━━ Records for processing
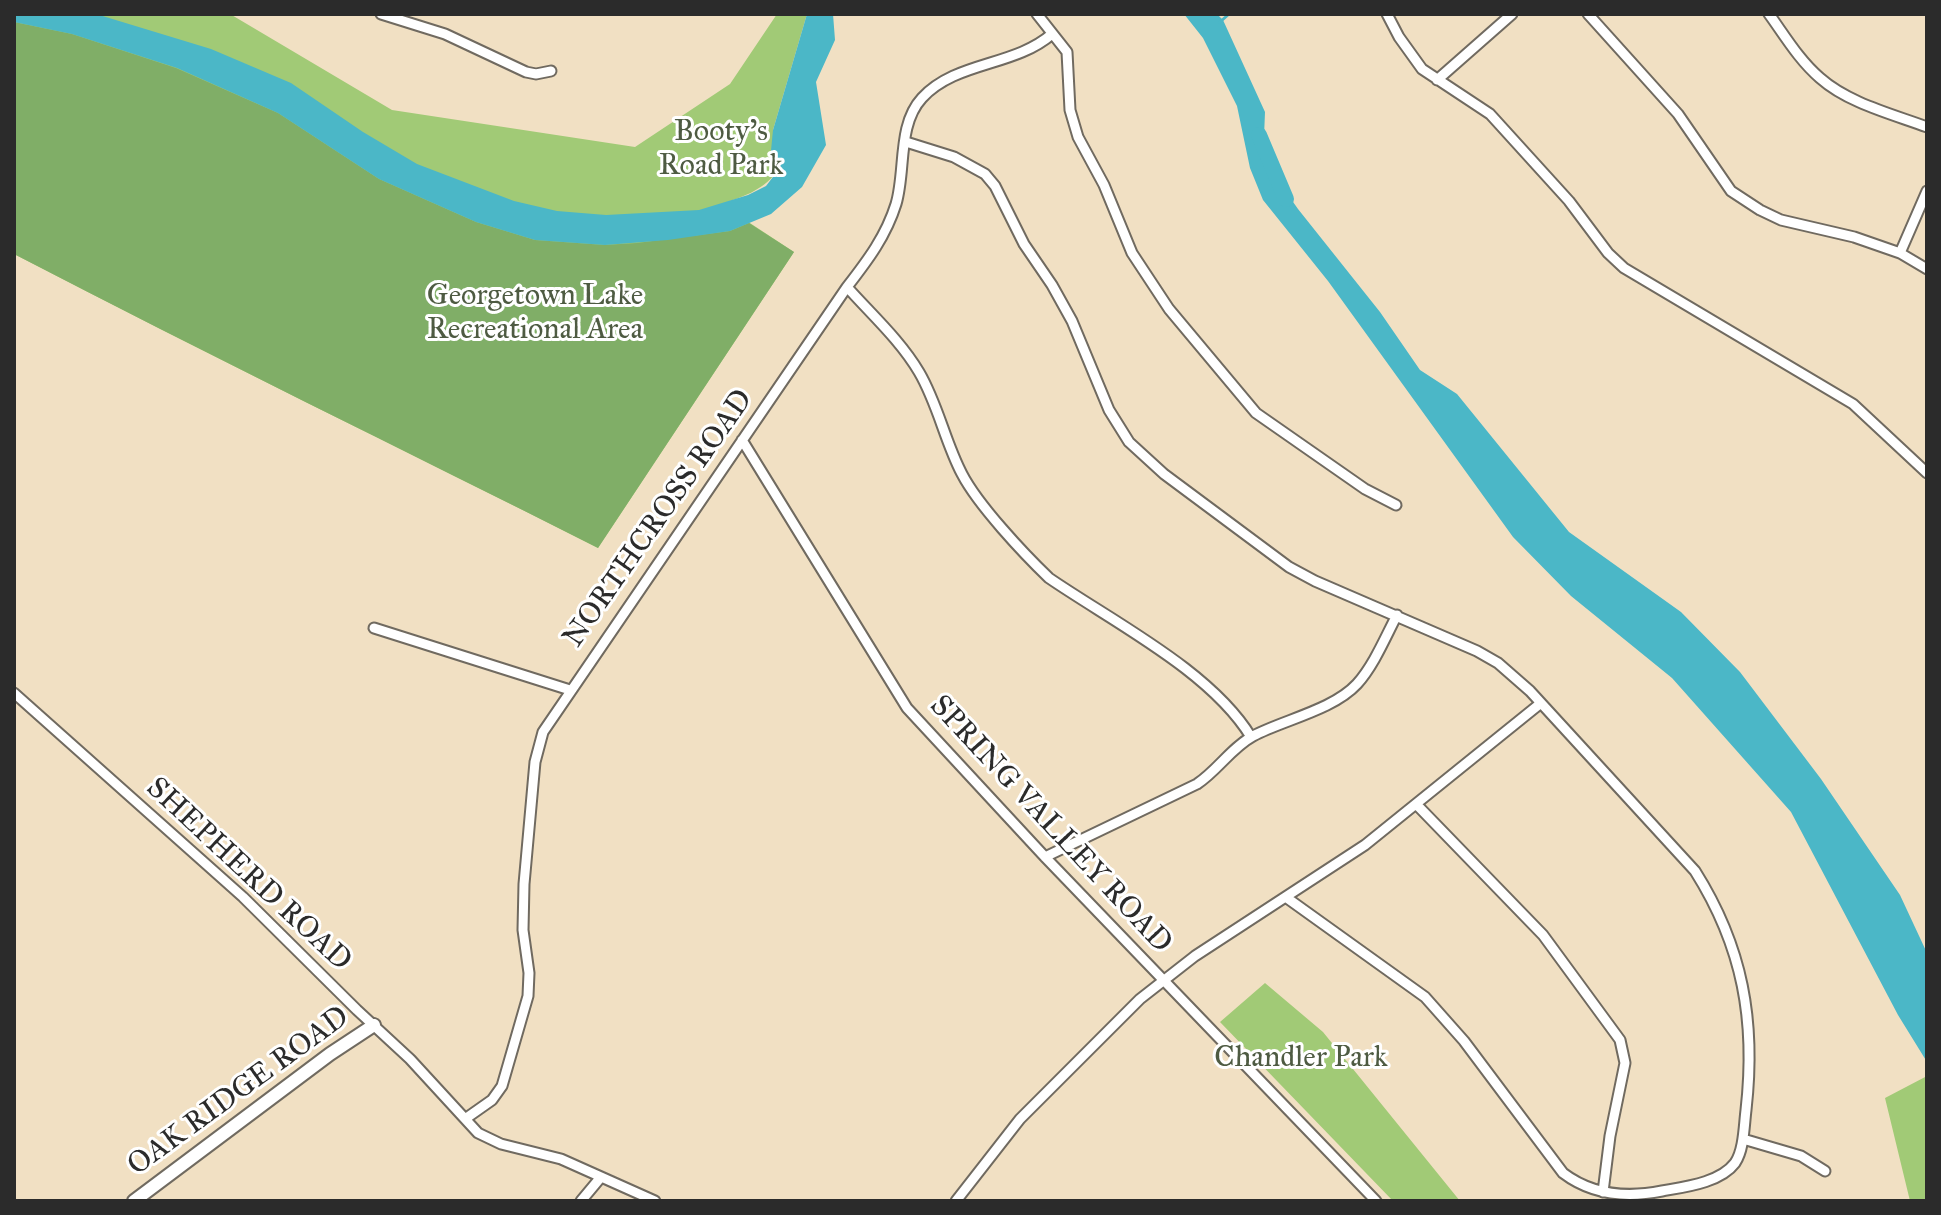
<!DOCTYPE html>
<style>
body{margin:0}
#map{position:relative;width:1941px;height:1215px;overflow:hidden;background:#f1e0c3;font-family:"IM FELL Great Primer",serif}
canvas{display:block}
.frame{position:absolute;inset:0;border:16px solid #2b2b2b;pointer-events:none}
</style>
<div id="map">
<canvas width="1941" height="1215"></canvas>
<div class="frame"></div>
</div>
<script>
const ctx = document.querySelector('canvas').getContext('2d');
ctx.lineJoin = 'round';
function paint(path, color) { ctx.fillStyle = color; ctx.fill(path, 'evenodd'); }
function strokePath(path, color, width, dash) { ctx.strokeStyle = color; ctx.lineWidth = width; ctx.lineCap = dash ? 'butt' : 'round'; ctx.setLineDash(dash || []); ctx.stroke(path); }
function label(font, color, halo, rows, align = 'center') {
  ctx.font = font + ' "IM FELL Great Primer",serif'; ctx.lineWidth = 6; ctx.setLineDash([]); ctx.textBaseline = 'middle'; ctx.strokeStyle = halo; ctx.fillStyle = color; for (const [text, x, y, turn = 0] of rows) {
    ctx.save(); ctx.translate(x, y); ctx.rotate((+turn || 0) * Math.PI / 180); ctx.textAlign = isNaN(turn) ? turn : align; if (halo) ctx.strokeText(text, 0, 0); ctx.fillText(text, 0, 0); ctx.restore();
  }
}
paint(new Path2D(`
 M 14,14 L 230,14 L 392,110 L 635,147 L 730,84 L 777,14 L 807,14 L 773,130 L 776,173 C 761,191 743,197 721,204 L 794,252 L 598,548 C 404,450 208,355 14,254 Z
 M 1265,983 L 1323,1032 L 1460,1201 L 1393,1201 L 1220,1022 Z
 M 1927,1076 L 1927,1201 L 1910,1201 L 1885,1098 Z`), '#a1ca76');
paint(new Path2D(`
 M 14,22 L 72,34 L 176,68 L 278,113 L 379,179 L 476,222 L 535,240 L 605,245 L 637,243 L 730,231 L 749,223 L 794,252 L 598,548 C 404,450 208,355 14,254 Z`), '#80ae67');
paint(new Path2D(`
 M 14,14 L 96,14 L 211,49 L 291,83 L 363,132 L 417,164 L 514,201 L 557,211 L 606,215 L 699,210 L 748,195 L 766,186 L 776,173 L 770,161 L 773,130 L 807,14 L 833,14 L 835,40 L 816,82 L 826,145 L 802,187 L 771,214 L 730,231 L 668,240 L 605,245 L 535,240 L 476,222 L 379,179 L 278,113 L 177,68 L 72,34 L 14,22 Z
 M 1184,14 L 1217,14 L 1223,20 L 1265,112 L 1264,137 L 1270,169 L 1298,209 L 1380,312 L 1420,370 L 1457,394 L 1569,532 L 1681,612 L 1740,672 L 1821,779 L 1900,895 L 1927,953 L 1927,1062 L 1898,1015 L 1791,812 L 1672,678 L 1571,596 L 1513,537 L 1328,281 L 1263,200 L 1250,168 L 1237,106 L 1203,38 Z`), '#4bb7c7');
strokePath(new Path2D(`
 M 1220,22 L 1229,14`), '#4bb7c7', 3);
strokePath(new Path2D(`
 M 1259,135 L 1286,199`), '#4bb7c7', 16);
const minor = new Path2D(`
 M 381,14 L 445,34 L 526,72 L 536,74 L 551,71
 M 1037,14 L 1067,52 L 1070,110 L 1078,137 L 1104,185 L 1132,253 L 1169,309 L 1256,413 L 1365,489 L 1396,505
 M 1387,14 L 1399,37 L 1422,69 L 1490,114 L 1569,201 L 1608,253 L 1624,268 L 1853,404 L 1927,473
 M 1588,14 L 1678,114 L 1731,191 L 1760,210 L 1781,220 L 1854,237 L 1900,253 L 1927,269
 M 1769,14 C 1785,36 1799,60 1820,78 C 1848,103 1892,114 1927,127
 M 1437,80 L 1512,14
 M 906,142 L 954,157 L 985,174 L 995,186 L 1024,244 L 1052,285 L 1072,321 L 1109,410 L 1129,442 L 1164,474 L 1289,567 L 1315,581 L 1477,651 L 1498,663 L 1530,691 L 1695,871 C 1743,947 1756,1021 1746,1110 C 1744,1126 1744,1150 1735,1163 C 1720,1183 1684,1187 1662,1191 C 1627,1198 1592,1195 1563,1173 L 1464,1041 L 1425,997 L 1287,898
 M 1900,253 L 1927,191
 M 847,287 C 872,315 900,340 919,372 C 938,404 945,442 962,474 C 978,505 1024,554 1049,578 C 1113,622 1211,671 1251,737
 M 742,440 L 907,708 L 1045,857 L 1376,1201
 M 374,628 L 570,690
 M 14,693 L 243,897 L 357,1010 L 410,1059 L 478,1133 L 501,1144 L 561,1159 L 655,1201
 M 1417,805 L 1543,935 L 1620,1040 L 1625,1063 L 1610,1136 L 1603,1192
 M 1045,857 L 1197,784 C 1218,770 1231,748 1253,736 C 1283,720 1333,710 1357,684 C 1374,665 1385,638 1397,615
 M 465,1119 L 492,1100 L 502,1086 L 528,996 L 529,973 L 523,930 L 524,884 L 535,762 L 543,732 L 847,287 C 868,260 886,236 896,204 C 906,171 897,125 922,98 C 956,61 1014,67 1052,34
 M 1743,1139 L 1801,1156 L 1825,1171
 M 581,1201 L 601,1177
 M 956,1201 L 1020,1119 L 1140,999 L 1195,956 L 1365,845 L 1541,703`);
const tertiary = new Path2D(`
 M 134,1201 L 330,1054 L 374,1025`);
strokePath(minor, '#706a60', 13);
strokePath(tertiary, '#706a60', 16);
strokePath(minor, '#fff', 9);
strokePath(tertiary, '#fff', 12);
label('30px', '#4e5b42', '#fff', [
 ["Booty's",721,133],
 ["Road Park",721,167],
 ["Georgetown Lake",535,297],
 ["Recreational Area",535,331],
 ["Chandler Park",1301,1059]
]);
label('30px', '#2b2b2b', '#fff', [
 ["NORTHCROSS ROAD",659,519,-55],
 ["SPRING VALLEY ROAD",1050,825,47],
 ["SHEPHERD ROAD",248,875,43],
 ["OAK RIDGE ROAD",239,1092,-36]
]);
</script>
━━━━
● Instructions for the task: Read through the lines above and collect those that contain the string "function".

● Answer box:
function paint(path, color) { ctx.fillStyle = color; ctx.fill(path, 'evenodd'); }
function strokePath(path, color, width, dash) { ctx.strokeStyle = color; ctx.lineWidth = width; ctx.lineCap = dash ? 'butt' : 'round'; ctx.setLineDash(dash || []); ctx.stroke(path); }
function label(font, color, halo, rows, align = 'center') {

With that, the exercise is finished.